Note 7 Short-Term Financing
The Company has uncommitted credit agreements with banks totaling $650 million at March 31, 2005, composed of $530 million in discretionary secured lines of which $145 million was outstanding at March 31, 2005, and $120 million in discretionary unsecured lines. In addition, the Company has established arrangements to obtain financing using as collateral the Companys securities held by its clearing bank and by another broker dealer at the end of each business day. Repurchase agreements and securities loaned to other broker dealers are also used as sources of funding.
Piper Jaffray has executed a $180 million subordinated debt agreement with an affiliate of USB, which satisfies provisions of Appendix D of SEC Rule 15c3-1 and has been approved by the New York Stock Exchange, Inc. (NYSE) and is therefore allowable in Piper Jaffrays net capital computation. The entire amount of the subordinated debt will mature in 2008.

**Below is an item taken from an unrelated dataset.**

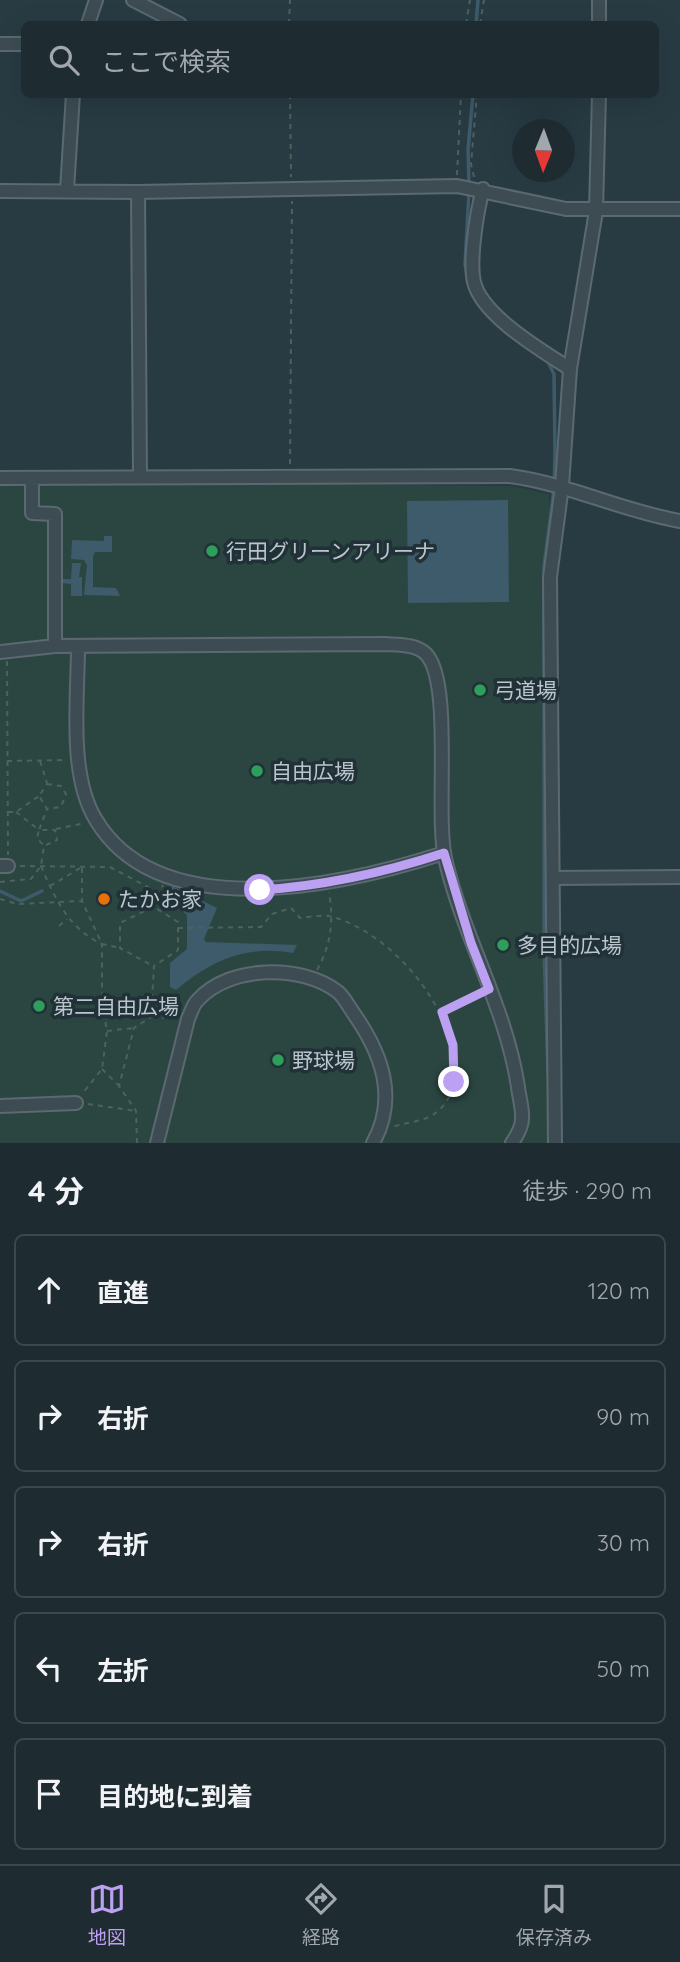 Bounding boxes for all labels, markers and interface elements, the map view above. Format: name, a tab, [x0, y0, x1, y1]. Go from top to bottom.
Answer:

During 2004, Piper Jaffray entered into an agreement whereby an affiliate of USB has agreed to provide up to $40 million in temporary subordinated debt, which will be used as necessary to facilitate underwriting transactions. The temporary subordinated debt satisfies provisions of Appendix D of SEC Rule 15c3-1, and in form has been approved by the NYSE and would therefore be allowed in Piper Jaffrays net capital computation. No advances were made under this agreement for the three months ended March 31, 2005. The term of the agreement expires in December 2005.
7
Piper Jaffray Companies
Notes to Consolidated Financial Statements
(Unaudited)
The Companys subordinated debt and short-term financing bear interest at rates based on the London Interbank Offered Rate or federal funds rate. At March 31, 2005 and December 31, 2004, the weighted average interest rate on borrowings was 3.72 percent and 3.51 percent, respectively. At March 31, 2005 and December 31, 2004, no formal compensating balance agreements existed, and the Company was in compliance with all debt covenants related to these facilities.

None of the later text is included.